Tuesday, May 01, 2007

The Power of Muckracking????

The moral of Katherine M. Mead's tale on "Henny Jenny" in 1901 was to pin point corruption occurring in the city and the extent reformers used to fight against it. In the tale Jenny, who is a reformer, is on her way to to inform or to help the masses (workers, elites, politicians) to get out of corruption but stumbles upon other important people along the way. The gang includes a doctor, a political candidate, a city developer, a chronic kicker and Jenny herself who all agreed to take part in rousing the masses. However, the last person that they came upon was a boss. The boss in this case and to my insight is symbolic to an oppressor who refuses to let these reformers to go to the masses and tell them about the city's corruption. He may also be symbolic to Capitalism which in the early 1900's took control of the government and the economy.
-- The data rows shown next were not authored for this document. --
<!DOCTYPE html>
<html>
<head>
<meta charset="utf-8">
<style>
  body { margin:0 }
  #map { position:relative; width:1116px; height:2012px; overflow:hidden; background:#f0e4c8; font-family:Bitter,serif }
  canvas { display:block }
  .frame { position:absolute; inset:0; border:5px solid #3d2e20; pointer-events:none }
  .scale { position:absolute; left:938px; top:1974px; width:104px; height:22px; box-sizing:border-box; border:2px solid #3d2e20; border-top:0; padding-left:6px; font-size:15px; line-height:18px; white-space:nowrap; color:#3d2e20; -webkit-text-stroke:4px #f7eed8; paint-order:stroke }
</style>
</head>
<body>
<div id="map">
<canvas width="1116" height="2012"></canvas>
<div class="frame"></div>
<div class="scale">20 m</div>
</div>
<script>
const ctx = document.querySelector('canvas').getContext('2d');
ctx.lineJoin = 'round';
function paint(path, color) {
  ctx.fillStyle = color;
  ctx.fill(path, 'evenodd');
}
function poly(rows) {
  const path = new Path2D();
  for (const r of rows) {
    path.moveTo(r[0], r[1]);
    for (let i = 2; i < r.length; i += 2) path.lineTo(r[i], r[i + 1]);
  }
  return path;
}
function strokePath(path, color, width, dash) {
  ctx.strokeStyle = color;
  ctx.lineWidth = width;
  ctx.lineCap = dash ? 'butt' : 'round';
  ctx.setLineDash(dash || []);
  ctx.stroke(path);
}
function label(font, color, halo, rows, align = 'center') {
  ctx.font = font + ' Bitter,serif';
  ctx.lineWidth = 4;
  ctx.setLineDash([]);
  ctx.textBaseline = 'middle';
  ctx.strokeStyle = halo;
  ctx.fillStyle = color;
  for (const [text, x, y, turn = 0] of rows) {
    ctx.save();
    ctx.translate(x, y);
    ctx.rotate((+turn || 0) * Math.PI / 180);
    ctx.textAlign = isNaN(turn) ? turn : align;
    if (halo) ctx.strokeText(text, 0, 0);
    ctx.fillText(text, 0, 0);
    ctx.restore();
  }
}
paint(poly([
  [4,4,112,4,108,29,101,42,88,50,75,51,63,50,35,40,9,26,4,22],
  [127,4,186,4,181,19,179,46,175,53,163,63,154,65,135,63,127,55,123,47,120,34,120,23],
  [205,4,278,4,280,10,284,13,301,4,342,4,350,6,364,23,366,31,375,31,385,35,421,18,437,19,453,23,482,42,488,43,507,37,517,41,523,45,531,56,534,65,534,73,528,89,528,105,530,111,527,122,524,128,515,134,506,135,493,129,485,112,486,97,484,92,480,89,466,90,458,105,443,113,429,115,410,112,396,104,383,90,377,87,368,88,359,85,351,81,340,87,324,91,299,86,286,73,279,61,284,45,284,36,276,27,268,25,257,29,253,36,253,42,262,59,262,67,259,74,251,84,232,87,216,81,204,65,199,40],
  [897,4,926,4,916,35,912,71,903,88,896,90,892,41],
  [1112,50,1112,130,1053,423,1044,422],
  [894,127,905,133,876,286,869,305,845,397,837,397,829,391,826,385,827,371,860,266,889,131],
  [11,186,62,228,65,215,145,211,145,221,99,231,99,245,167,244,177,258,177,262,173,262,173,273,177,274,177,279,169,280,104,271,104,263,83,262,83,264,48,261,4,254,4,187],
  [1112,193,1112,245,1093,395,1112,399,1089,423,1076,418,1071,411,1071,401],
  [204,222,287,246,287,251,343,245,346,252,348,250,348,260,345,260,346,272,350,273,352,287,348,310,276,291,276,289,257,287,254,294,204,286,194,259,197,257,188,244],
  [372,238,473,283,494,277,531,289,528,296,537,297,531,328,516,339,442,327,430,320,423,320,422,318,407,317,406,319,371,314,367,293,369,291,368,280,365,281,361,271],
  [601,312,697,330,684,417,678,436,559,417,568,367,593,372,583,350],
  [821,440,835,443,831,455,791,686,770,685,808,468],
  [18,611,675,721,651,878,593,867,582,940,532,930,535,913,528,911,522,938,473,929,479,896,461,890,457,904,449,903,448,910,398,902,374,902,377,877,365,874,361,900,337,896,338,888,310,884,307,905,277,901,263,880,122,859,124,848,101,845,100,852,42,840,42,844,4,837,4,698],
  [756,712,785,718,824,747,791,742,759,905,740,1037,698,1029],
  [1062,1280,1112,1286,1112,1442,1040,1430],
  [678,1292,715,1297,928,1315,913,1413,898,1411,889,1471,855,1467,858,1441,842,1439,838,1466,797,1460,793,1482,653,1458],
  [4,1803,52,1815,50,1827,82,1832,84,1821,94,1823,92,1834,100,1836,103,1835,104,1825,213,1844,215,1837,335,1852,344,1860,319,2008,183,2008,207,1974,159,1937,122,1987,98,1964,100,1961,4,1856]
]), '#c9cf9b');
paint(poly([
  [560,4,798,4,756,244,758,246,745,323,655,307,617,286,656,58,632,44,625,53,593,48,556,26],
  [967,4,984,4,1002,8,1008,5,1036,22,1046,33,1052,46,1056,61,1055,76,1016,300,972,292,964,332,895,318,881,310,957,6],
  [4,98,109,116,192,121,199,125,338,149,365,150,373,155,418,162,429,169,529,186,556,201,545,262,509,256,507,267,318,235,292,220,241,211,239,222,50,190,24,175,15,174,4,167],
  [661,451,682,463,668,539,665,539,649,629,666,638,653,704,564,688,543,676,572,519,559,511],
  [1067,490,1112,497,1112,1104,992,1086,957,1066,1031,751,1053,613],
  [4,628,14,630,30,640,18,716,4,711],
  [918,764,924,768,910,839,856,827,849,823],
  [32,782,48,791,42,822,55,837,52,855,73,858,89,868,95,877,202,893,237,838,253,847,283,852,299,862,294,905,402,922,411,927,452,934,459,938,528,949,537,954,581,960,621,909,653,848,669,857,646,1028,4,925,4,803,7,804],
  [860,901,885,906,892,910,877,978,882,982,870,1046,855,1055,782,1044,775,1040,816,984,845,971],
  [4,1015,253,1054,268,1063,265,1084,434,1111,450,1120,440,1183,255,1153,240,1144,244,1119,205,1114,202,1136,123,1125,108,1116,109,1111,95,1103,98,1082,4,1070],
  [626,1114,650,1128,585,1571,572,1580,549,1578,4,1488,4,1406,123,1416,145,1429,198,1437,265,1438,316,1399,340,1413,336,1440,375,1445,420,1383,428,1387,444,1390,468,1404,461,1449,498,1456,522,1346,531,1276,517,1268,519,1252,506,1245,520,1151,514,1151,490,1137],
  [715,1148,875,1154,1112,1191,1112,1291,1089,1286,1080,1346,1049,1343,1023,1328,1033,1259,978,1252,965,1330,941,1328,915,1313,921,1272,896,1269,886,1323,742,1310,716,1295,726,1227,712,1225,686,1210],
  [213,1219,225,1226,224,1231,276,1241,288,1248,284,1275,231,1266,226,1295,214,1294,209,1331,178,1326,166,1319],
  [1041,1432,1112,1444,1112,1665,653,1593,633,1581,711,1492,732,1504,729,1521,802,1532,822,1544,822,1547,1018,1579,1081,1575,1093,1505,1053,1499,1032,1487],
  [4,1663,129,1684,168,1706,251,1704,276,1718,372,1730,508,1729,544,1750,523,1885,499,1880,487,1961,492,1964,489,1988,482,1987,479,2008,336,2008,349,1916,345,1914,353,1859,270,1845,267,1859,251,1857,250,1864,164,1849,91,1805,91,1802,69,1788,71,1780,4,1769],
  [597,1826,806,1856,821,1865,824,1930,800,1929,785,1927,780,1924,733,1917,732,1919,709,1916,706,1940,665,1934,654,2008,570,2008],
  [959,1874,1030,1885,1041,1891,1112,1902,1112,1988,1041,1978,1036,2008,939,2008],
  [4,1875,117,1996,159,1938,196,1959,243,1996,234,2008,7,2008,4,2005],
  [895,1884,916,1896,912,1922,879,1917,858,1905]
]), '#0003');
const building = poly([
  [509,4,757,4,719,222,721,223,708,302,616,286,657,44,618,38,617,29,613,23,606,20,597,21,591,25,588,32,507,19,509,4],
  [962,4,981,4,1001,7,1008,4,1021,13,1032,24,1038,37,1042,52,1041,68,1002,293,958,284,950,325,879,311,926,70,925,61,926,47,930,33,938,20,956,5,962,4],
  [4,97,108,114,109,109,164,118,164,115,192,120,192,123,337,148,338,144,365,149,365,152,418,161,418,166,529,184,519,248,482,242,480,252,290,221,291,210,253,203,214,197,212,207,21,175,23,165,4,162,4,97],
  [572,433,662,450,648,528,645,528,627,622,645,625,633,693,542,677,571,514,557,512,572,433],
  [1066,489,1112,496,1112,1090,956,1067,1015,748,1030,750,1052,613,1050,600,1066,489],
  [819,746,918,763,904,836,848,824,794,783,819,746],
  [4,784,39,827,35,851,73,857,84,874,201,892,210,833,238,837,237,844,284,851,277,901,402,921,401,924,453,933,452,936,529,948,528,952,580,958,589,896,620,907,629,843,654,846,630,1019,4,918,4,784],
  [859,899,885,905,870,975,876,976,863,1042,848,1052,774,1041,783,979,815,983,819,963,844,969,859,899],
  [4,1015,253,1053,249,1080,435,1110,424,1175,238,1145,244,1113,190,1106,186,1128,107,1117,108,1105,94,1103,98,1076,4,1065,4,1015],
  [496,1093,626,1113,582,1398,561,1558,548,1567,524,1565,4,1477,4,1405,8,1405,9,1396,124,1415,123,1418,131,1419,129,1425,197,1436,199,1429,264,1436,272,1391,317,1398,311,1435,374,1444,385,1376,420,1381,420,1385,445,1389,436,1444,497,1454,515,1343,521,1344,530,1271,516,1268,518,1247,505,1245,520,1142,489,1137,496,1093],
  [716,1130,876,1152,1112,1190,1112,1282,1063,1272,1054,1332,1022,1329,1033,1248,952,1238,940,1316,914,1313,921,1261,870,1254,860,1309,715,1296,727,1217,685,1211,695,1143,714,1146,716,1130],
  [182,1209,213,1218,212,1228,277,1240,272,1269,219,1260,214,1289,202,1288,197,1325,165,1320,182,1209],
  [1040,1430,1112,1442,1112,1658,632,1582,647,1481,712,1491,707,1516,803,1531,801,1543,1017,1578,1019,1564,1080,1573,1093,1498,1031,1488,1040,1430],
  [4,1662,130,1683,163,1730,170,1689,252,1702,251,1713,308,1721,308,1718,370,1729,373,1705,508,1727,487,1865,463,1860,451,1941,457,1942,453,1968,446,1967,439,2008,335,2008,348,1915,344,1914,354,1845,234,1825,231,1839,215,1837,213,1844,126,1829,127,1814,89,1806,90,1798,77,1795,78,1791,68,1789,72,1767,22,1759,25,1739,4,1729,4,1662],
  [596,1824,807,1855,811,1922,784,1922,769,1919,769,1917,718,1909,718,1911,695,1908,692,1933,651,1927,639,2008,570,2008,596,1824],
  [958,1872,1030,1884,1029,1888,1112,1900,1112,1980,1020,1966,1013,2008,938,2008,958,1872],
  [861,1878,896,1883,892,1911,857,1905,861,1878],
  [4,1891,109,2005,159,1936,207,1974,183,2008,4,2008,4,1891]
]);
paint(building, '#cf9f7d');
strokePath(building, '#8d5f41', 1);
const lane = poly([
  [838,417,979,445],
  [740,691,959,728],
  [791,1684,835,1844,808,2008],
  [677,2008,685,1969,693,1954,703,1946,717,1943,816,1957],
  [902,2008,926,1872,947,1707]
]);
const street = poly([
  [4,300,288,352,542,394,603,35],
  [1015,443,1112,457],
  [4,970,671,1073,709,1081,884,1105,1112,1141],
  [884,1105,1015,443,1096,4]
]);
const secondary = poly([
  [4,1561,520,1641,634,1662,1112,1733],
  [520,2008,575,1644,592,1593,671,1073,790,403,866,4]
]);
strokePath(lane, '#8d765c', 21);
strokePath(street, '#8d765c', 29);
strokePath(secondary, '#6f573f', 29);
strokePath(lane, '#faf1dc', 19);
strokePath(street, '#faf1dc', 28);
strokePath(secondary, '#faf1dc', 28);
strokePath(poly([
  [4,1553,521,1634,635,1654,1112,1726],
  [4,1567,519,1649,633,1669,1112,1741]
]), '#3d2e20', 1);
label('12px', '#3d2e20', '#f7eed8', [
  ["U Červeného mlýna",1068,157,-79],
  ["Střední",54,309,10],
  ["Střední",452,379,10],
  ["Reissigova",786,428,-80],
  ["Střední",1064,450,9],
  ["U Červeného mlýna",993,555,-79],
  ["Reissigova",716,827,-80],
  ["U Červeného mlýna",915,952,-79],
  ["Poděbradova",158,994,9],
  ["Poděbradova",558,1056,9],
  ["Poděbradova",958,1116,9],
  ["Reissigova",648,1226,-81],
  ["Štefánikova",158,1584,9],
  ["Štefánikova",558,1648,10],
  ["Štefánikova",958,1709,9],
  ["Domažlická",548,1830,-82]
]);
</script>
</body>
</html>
The reformers who may be workers, or just people who are challenging this economic system, and/or helping other workers to rise against the corruption of the system is being led by the boss who ultimately forces them to work on a machine or possibly did something worse. This is explicit at the end of the tale where the boss shows them to a machine instead of showing them the way to the masses to inform people about corruption and "threw them down". This document showed that in some ways, ideally or non-ideally muckracking by reformers helped people to fight against corruption during the industrial period.

2 Comments:

At 11:37 AM, Blogger SeanMedia said...

Butm couldn't some bosses me part of of the masses as well, fighting for the was on corruption... not liking the way they have to treat thier employees?

 
At 10:52 PM, Blogger A. Mattson said...

A good discussion of the material.

This is a satire of muckraking journalism. The author is poking fun at the reformers and all of their complaining. He doesn't believe that the corrupt political machines that ran the cities would be overthrown by the investigations of the progressive reformers. The bosses would ultimately crush the reformers. It is a cynical analysis of the powerlessness of the progressive media to change the world at the time.